America’s Shameful Poverty Stats

The latest Census Bureau figures on poverty in America, combined with the data on inequality released a week earlier, confirm a shocking new reality. While a sliver of top earners are doing better than they ever have before, for tens of millions of Americans, insecurity—and, for a distressing number, destitution—is the new norm.

The current Population Survey data show that 15 percent of Americans, roughly 46.5 million people, live at or below the government-defined poverty line—which, as most who work with the hungry, the homeless, the uninsured, and the underpaid or unemployed know, is itself an inadequate measure of poverty. By more reasonable measures, poverty in this country is even more pervasive.

The headline one can take away from this is that three years into the recovery from the collapse of 2008, poverty numbers haven’t really gone down. Almost all the additional wealth being generated by a growing economy is going to those who already have the most. Median income has stagnated and, for young people, it is continuing to go down.

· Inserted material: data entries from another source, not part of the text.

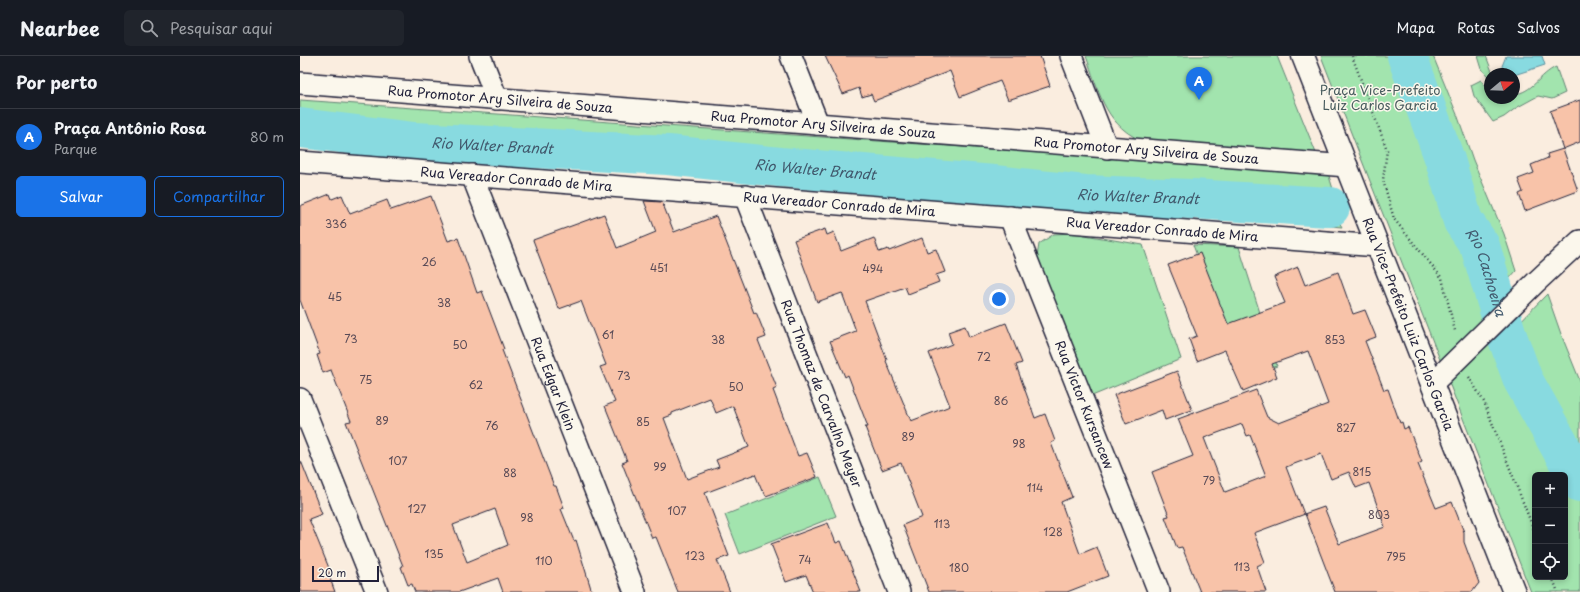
<!DOCTYPE html>
<html lang="pt">
<meta charset="utf-8">
<style>
:root{--surface:#171b24;--page:#20242c;--text:#f1f3f6;--muted:#9ea1a6;--line:#363941;--accent:#1a73e8}
body{margin:0;font-family:"Playpen Sans",sans-serif;background:var(--page);color:var(--text)}
.controls{position:absolute;right:12px;bottom:12px;display:grid;overflow:hidden;border-radius:6px;box-shadow:0 2px 6px #0003}
.controls button{width:36px;height:36px;display:grid;place-items:center;padding:0;border:0;border-bottom:1px solid var(--line);background:var(--surface);color:var(--text);font:20px sans-serif}
.compass{position:absolute;left:1184px;top:12px;width:36px;height:36px;border-radius:50%;background:var(--surface);box-shadow:0 2px 6px #0003;rotate:71deg}
.scale{position:absolute;left:12px;bottom:10px;width:67px;box-sizing:border-box;padding-left:4px;border:2px solid #22223b;border-top:0;font-size:11px;line-height:14px;white-space:nowrap;color:#22223b;-webkit-text-stroke:3px #fbf7ec;paint-order:stroke}
.you{position:absolute;left:699px;top:243px;width:14px;height:14px;margin:-10px;border:3px solid #fff;border-radius:50%;background:#1a73e8;box-shadow:0 0 0 6px #1a73e833}
.badge{display:grid;place-items:center;width:26px;height:26px;border-radius:50%;background:var(--accent);color:#fff;font-size:13px;font-weight:700}
.pin{position:absolute;translate:-50% -33px;filter:drop-shadow(0 1px 2px #0008)}
.pin::after{content:'';position:absolute;top:21px;width:14px;height:12px;background:inherit;clip-path:polygon(0 0,100% 0,50% 100%)}
.list{margin:0;padding:0;list-style:none}
h2{display:flex;justify-content:space-between;align-items:center;height:52px;margin:0;padding:0 16px;font-size:17px}
h2 small{font-size:13px;font-weight:400;color:var(--muted)}
.list li{display:grid;grid-template-columns:26px 1fr auto;gap:12px;align-items:center;box-sizing:border-box;height:56px;padding:0 16px;border-top:1px solid var(--line)}
.list b{display:block;font-size:15px;white-space:nowrap}
.list p{margin:0;font-size:13px;white-space:nowrap;color:var(--muted)}
.list em{font-size:13px;font-style:normal;color:var(--muted)}
.actions{display:flex;gap:8px;padding:12px 16px}
.actions a{flex:1;padding:9px 0;border:1px solid var(--accent);border-radius:6px;text-align:center;font-size:14px;color:var(--accent)}
.actions .main{background:var(--accent);color:#fff}
.icon{flex:none;width:22px;height:22px;fill:none;stroke:currentColor;stroke-width:2;stroke-linecap:round;stroke-linejoin:round}
.map{position:relative;flex:none;width:1280px;height:536px;overflow:hidden}
header{display:flex;align-items:center;gap:24px;box-sizing:border-box;height:56px;padding:0 20px;background:var(--surface);border-bottom:1px solid var(--line)}
header strong{font-size:19px}
nav{display:flex;gap:22px;margin-inline-start:auto;font-size:14px}
.search{width:280px;height:36px;background:var(--page);display:flex;align-items:center;gap:10px;box-sizing:border-box;padding:0 14px;border-radius:6px;color:var(--muted);font-size:15px}
main{display:flex}
aside{flex:1;background:var(--surface)}
.map>svg:first-child{display:block}
.green{fill:#a2e4ae;stroke:#628374;fill-rule:evenodd}
.water{fill:#88dae0;stroke:#5f909e}
.lines{fill:none;stroke-linecap:round;stroke-linejoin:round}
.river{stroke:#88dae0;stroke-width:40}
.building{fill:#f8c3a9;stroke:#22223b;fill-rule:evenodd}
.minor-casing{stroke:#22223b;stroke-width:24}
.secondary-casing{stroke:#22223b;stroke-width:25}
.path{stroke:#22223b;stroke-width:2.5;stroke-dasharray:1 3;stroke-linecap:butt}
.minor{stroke:#fbf7ec;stroke-width:21}
.secondary{stroke:#fbf7ec;stroke-width:22}
.labels{text-anchor:middle;stroke-width:3;stroke-linejoin:round;paint-order:stroke}
.number-label{font-size:11px;fill:#584a56}
.park-label{font-size:13px;fill:#485c5e;stroke:#fbf7ec}
.street-label{font-size:13px;fill:#22223b;stroke:#fbf7ec}
.water-label{font-size:14px;font-style:italic;fill:#41596d;stroke:#fbf7ec}
</style>
<header>
<strong>Nearbee</strong>
<div class="search"><svg class="icon" aria-label="search" viewBox="0 0 24 24"><circle cx="10" cy="10" r="6"/><path d="M15 15l6 6"/></svg>Pesquisar aqui</div>
<nav><a>Mapa</a><a>Rotas</a><a>Salvos</a></nav>
</header>
<main>
<aside>
<h2>Por perto<small></small></h2>
<ul class="list">
<li><span class="badge">A</span><div><b>Praça Antônio Rosa</b><p>Parque</p></div><em>80 m</em></li>
</ul>
<div class="actions"><a class="main">Salvar</a><a>Compartilhar</a></div>
</aside>
<div class="map">
<svg width="1280" height="536" viewBox="0 0 1280 536">
<rect width="100%" height="100%" fill="#faeddf"/>
<filter id="ink" filterUnits="userSpaceOnUse"><feTurbulence type="fractalNoise" baseFrequency=".025" numOctaves="2"/><feDisplacementMap in="SourceGraphic" scale="8" xChannelSelector="R" yChannelSelector="G"/><feConvolveMatrix kernelMatrix="1 2 1 2 8 2 1 2 1" color-interpolation-filters="sRGB"/></filter>
<g filter="url(#ink)">
<g class="green">
<path d="M786,0H977L1016,97L838,83C804,66 798,33 786,0Z"/>
<path d="M1021,0H1133L1158,61L1173,104L1204,178L1216,215L1195,239L1207,279L1247,238L1261,278L1280,325V536H1231ZM1235,419H1265V521H1235Z"/>
<path d="M1178,0H1186L1193,18H1190V23L1182,13Z"/>
<path d="M1256,11L1265,37L1252,43L1238,40L1216,52L1204,61L1193,66L1174,40L1171,29L1181,24L1190,36V42H1214V38C1232,37 1240,18 1256,11Z"/>
<path d="M0,44L1028,117L1033,133L1030,151L1042,171L0,81Z"/>
<path d="M773,177L843,189L881,303L792,340L737,201L739,188L754,178Z"/>
<path d="M893,189L939,191L977,310L943,323Z"/>
<path d="M520,421L536,460L440,498L425,459Z"/>
</g>
<path class="water" d="M1206,0H1242L1245,9L1214,19L1205,18L1202,10Z"/>
<g class="lines">
<g class="river">
<path id="s1" d="M1107,0L1145,104L1163,165L1180,190L1207,280L1223,324L1280,426"/>
<path id="s2" d="M0,72L114,86L368,99L480,111L694,129L785,139L892,143L1030,151"/>
</g>
</g>
<g class="building">
<path d="M525,0H740L750,30L708,44L700,25L660,41L650,15L574,45L571,38L562,41L559,32L543,38Z"/>
<path d="M1280,44V86L1263,93L1250,55Z"/>
<path d="M1263,93L1278,135L1225,155L1219,138L1223,136L1218,123L1234,117L1231,109L1248,102L1247,98Z"/>
<path d="M30,138L32,143L42,139L50,158L87,144L91,154L131,140L148,185L158,182L177,237L182,235L204,293L202,294L254,430H256L264,452L261,453L274,485L276,484L292,536H203L198,522L159,536H115L112,528L108,529L101,511L103,510L46,366L51,365L31,314L23,317L17,299L20,298L0,244V150ZM195,453L208,489L167,506L153,469Z"/>
<path d="M344,145L362,146L374,176L416,160L454,257L456,256L466,281L458,284L477,332L473,334L498,400L507,397L517,421L466,440L463,434L462,435L455,418L405,437L429,500L417,504L430,536H378L356,481L352,482L322,407L327,405L305,350L315,346L300,311L306,309L281,245L259,253L233,184L304,158L317,192L356,176ZM410,342L416,357L433,350L449,391L416,404L419,411L387,423L364,362L372,359V357Z"/>
<path d="M525,173L527,179L534,176L541,195L574,182L579,196L588,193L589,195L622,182L627,196L636,193L645,216L636,219L639,226L608,238L605,231L565,245L587,304L586,305L611,365L650,350L629,297L652,288L648,276L665,270L669,281L706,267L722,307L716,309L735,362L745,358L755,385L751,387L772,441L761,446L780,498L797,491L808,520L767,536H629L603,469L622,461L601,407L582,414L565,371H568L548,319L545,321L530,285L556,275L542,237L517,246L494,184Z"/>
<path d="M900,197L928,268L985,247L974,221L998,211L1005,229L1038,216L1053,258L1065,254L1076,281L1065,285L1084,334L1088,333L1100,367L1102,366L1104,373L1108,371L1122,406L1118,408L1136,452L1152,446L1164,476V486L1179,527L1172,536H1035L1005,458L954,477L965,506L957,510L966,536H900L882,491L877,492L865,461L869,460L852,416L893,400L878,363L956,334L967,361L979,367L1028,348L1008,295L972,308L977,321L943,335L925,294L897,305L889,283L897,280L868,209ZM942,368L947,380L950,379L966,420L925,436L904,382ZM1021,398L1031,423L1049,416L1056,432L1069,427L1085,471L1039,488L1024,451L1004,458L986,411Z"/>
<path d="M877,315L892,354L865,364L862,354L826,368L814,339Z"/>
<path d="M0,405H1L22,458L9,463L31,517H28L35,536H0Z"/>
<path d="M528,467L536,487L541,485L561,536H513L506,519L486,526L471,488Z"/>
</g>
<g class="lines">
<g class="minor-casing">
<g id="minor">
<path d="M180,0L197,43"/>
<path d="M491,0L518,68"/>
<path d="M771,0L807,92"/>
<path id="s3" d="M0,27L1047,110"/>
<path id="s4" d="M0,106L1078,190"/>
<path id="s5" d="M172,119L335,536"/>
<path id="s6" d="M445,140L599,536"/>
<path id="s7" d="M710,161L859,536"/>
<path d="M1132,328L1236,226L1280,185"/>
<path d="M0,343L77,536"/>
</g>
</g>
<g class="secondary-casing">
<g id="secondary">
<path id="s8" d="M1003,0L1214,536"/>
</g>
</g>
<g class="path">
<path d="M1052,0L1087,94L1083,124L1094,163L1142,222L1155,275"/>
<path d="M1169,321L1184,346L1235,477"/>
<path d="M1252,521L1258,536"/>
</g>
<use href="#minor" class="minor"/>
<use href="#secondary" class="secondary"/>
</g>
</g>
<g class="labels">
<g class="number-label">
<text x="36" y="172">336</text>
<text x="129" y="210">26</text>
<text x="359" y="216">451</text>
<text x="573" y="217">494</text>
<text x="35" y="245">45</text>
<text x="144" y="251">38</text>
<text x="308" y="283">61</text>
<text x="51" y="287">73</text>
<text x="418" y="288">38</text>
<text x="1035" y="288">853</text>
<text x="160" y="293">50</text>
<text x="684" y="305">72</text>
<text x="324" y="324">73</text>
<text x="66" y="328">75</text>
<text x="176" y="333">62</text>
<text x="436" y="335">50</text>
<text x="701" y="349">86</text>
<text x="82" y="369">89</text>
<text x="343" y="370">85</text>
<text x="192" y="374">76</text>
<text x="1046" y="376">827</text>
<text x="608" y="385">89</text>
<text x="719" y="392">98</text>
<text x="98" y="409">107</text>
<text x="360" y="415">99</text>
<text x="1062" y="420">815</text>
<text x="210" y="421">88</text>
<text x="909" y="429">79</text>
<text x="735" y="436">114</text>
<text x="117" y="457">127</text>
<text x="377" y="459">107</text>
<text x="1079" y="463">803</text>
<text x="227" y="466">98</text>
<text x="642" y="472">113</text>
<text x="753" y="480">128</text>
<text x="134" y="502">135</text>
<text x="395" y="504">123</text>
<text x="1096" y="505">795</text>
<text x="505" y="508">74</text>
<text x="244" y="509">110</text>
<text x="942" y="515">113</text>
<text x="659" y="516">180</text>
</g>
<g class="park-label">
<text x="1080" y="39">Praça Vice-Prefeito<tspan x="1080" dy="15">Luiz Carlos Garcia</tspan></text>
</g>
<g class="street-label">
<text dy="5" stroke="none"><textPath href="#s3" startOffset="201">Rua Promotor Ary Silveira de Souza</textPath></text>
<text dy="5" stroke="none"><textPath href="#s3" startOffset="525">Rua Promotor Ary Silveira de Souza</textPath></text>
<text dy="5" stroke="none"><textPath href="#s3" startOffset="849">Rua Promotor Ary Silveira de Souza</textPath></text>
<text dy="5" stroke="none"><textPath href="#s4" startOffset="217">Rua Vereador Conrado de Mira</textPath></text>
<text dy="5" stroke="none"><textPath href="#s4" startOffset="541">Rua Vereador Conrado de Mira</textPath></text>
<text dy="5" stroke="none"><textPath href="#s4" startOffset="865">Rua Vereador Conrado de Mira</textPath></text>
<text dy="5" stroke="none"><textPath href="#s8" startOffset="288">Rua Vice-Prefeito Luiz Carlos Garcia</textPath></text>
<text dy="5" stroke="none"><textPath href="#s5" startOffset="224">Rua Edgar Klein</textPath></text>
<text dy="5" stroke="none"><textPath href="#s6" startOffset="212">Rua Thomaz de Carvalho Meyer</textPath></text>
<text dy="5" stroke="none"><textPath href="#s7" startOffset="202">Rua Victor Kursancew</textPath></text>
</g>
<g class="water-label">
<text dy="5" stroke="none"><textPath href="#s2" startOffset="193">Rio Walter Brandt</textPath></text>
<text dy="5" stroke="none"><textPath href="#s2" startOffset="517">Rio Walter Brandt</textPath></text>
<text dy="5" stroke="none"><textPath href="#s2" startOffset="841">Rio Walter Brandt</textPath></text>
<text dy="5" stroke="none"><textPath href="#s1" startOffset="231">Rio Cachoeira</textPath></text>
</g>
</g>
</svg>
<div class="controls">
<button>+</button>
<button>−</button>
<button><svg class="icon" aria-label="locate" viewBox="0 0 24 24"><circle cx="12" cy="12" r="6"/><path d="M12 2v4M12 18v4M2 12h4M18 12h4"/></svg></button>
</div>
<svg class="compass" viewBox="-18 -18 36 36"><path d="M0-13l5 13h-10z" fill="#e53935"/><path d="M0 13l5-13h-10z" fill="#9ea1a6"/></svg>
<div class="scale">20 m</div>
<div class="you"></div>
<div class="pin badge" style="left:899px;top:44px">A</div>
</div>
</main>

But there’s a deeper significance to the numbers: how they compare with the figures from recent decades. The percentage of people in poverty is roughly the same as in 1983, in the middle of the Reagan presidency, as well as in 1993, at the end of twelve years of Reagan/Bush trickle-down economics. A far higher portion of the population lives in poverty than was the case in the mid-1970s, after a decade of investment stemming from Lyndon Johnson’s War on Poverty; and far more live in poverty today than did at the end of Bill Clinton’s eight years in office—years in which the earned-income tax credit was expanded, unemployment was kept to near-historic lows, and poverty rates fell significantly.